Top of LISTED ENTRIES

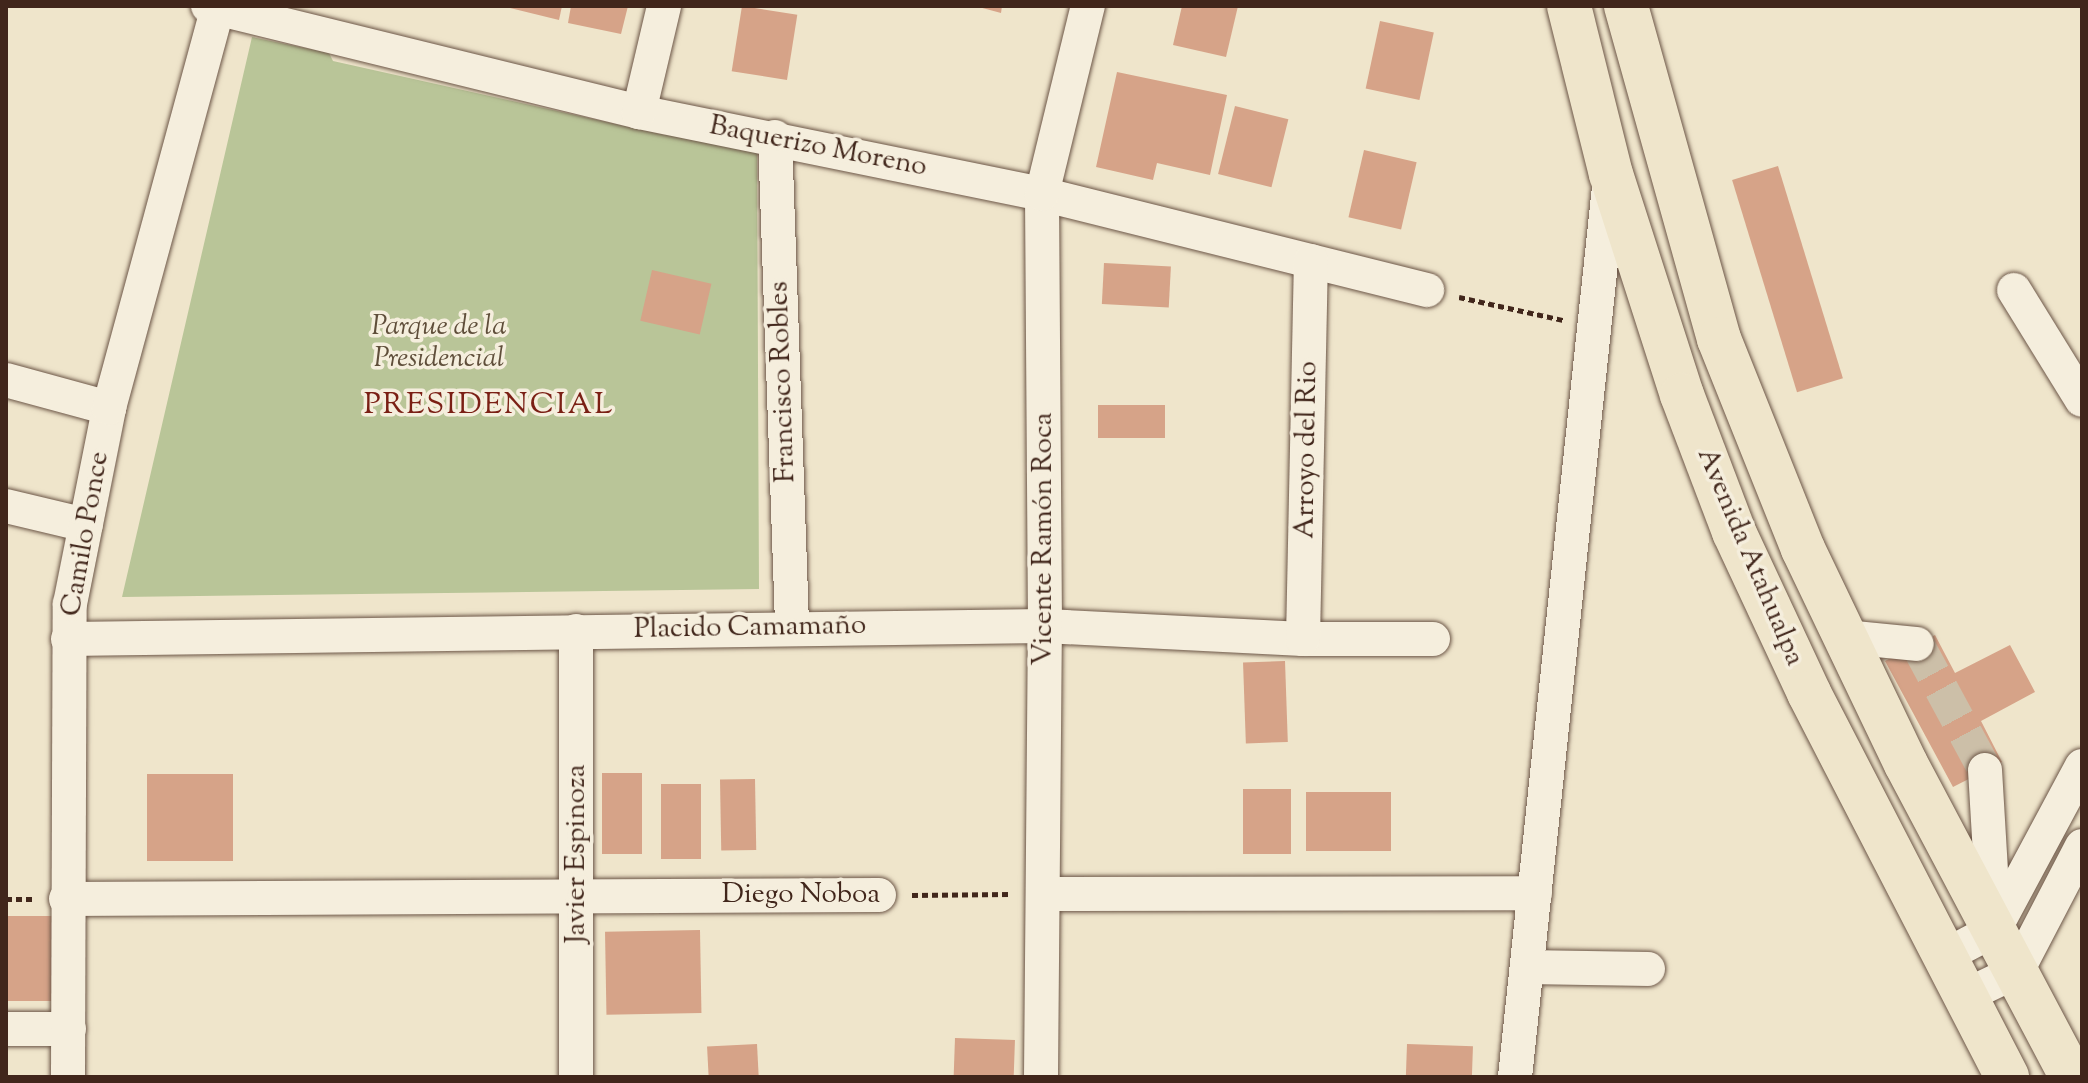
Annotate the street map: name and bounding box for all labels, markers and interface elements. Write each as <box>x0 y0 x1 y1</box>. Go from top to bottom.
street label: Baquerizo Moreno <box>706 109 930 185</box>
street label: Francisco Robles <box>763 281 803 483</box>
park label: Parque de la Presidencial <box>372 310 506 376</box>
street label: Arroyo del Rio <box>1289 361 1325 539</box>
district label: PRESIDENCIAL <box>364 388 614 424</box>
street label: Vicente Ramón Roca <box>1027 412 1061 666</box>
street label: Avenida Atahualpa <box>1689 443 1811 671</box>
street label: Camilo Ponce <box>55 449 117 619</box>
street label: Placido Camamaño <box>634 609 866 647</box>
street label: Javier Espinoza <box>560 764 594 944</box>
street label: Diego Noboa <box>722 878 880 912</box>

Bottom of LISTED ENTRIES

PROBLEM:
This exercise asks for the data above to be given again exactly, without pictures.

RESULT BELOW:
Annotate the street map: name and bounding box for all labels, markers and interface elements. Write each as <box>x0 y0 x1 y1</box>. Go from top to bottom.
street label: Baquerizo Moreno <box>706 109 930 185</box>
street label: Francisco Robles <box>763 281 803 483</box>
park label: Parque de la Presidencial <box>372 310 506 376</box>
street label: Arroyo del Rio <box>1289 361 1325 539</box>
district label: PRESIDENCIAL <box>364 388 614 424</box>
street label: Vicente Ramón Roca <box>1027 412 1061 666</box>
street label: Avenida Atahualpa <box>1689 443 1811 671</box>
street label: Camilo Ponce <box>55 449 117 619</box>
street label: Placido Camamaño <box>634 609 866 647</box>
street label: Javier Espinoza <box>560 764 594 944</box>
street label: Diego Noboa <box>722 878 880 912</box>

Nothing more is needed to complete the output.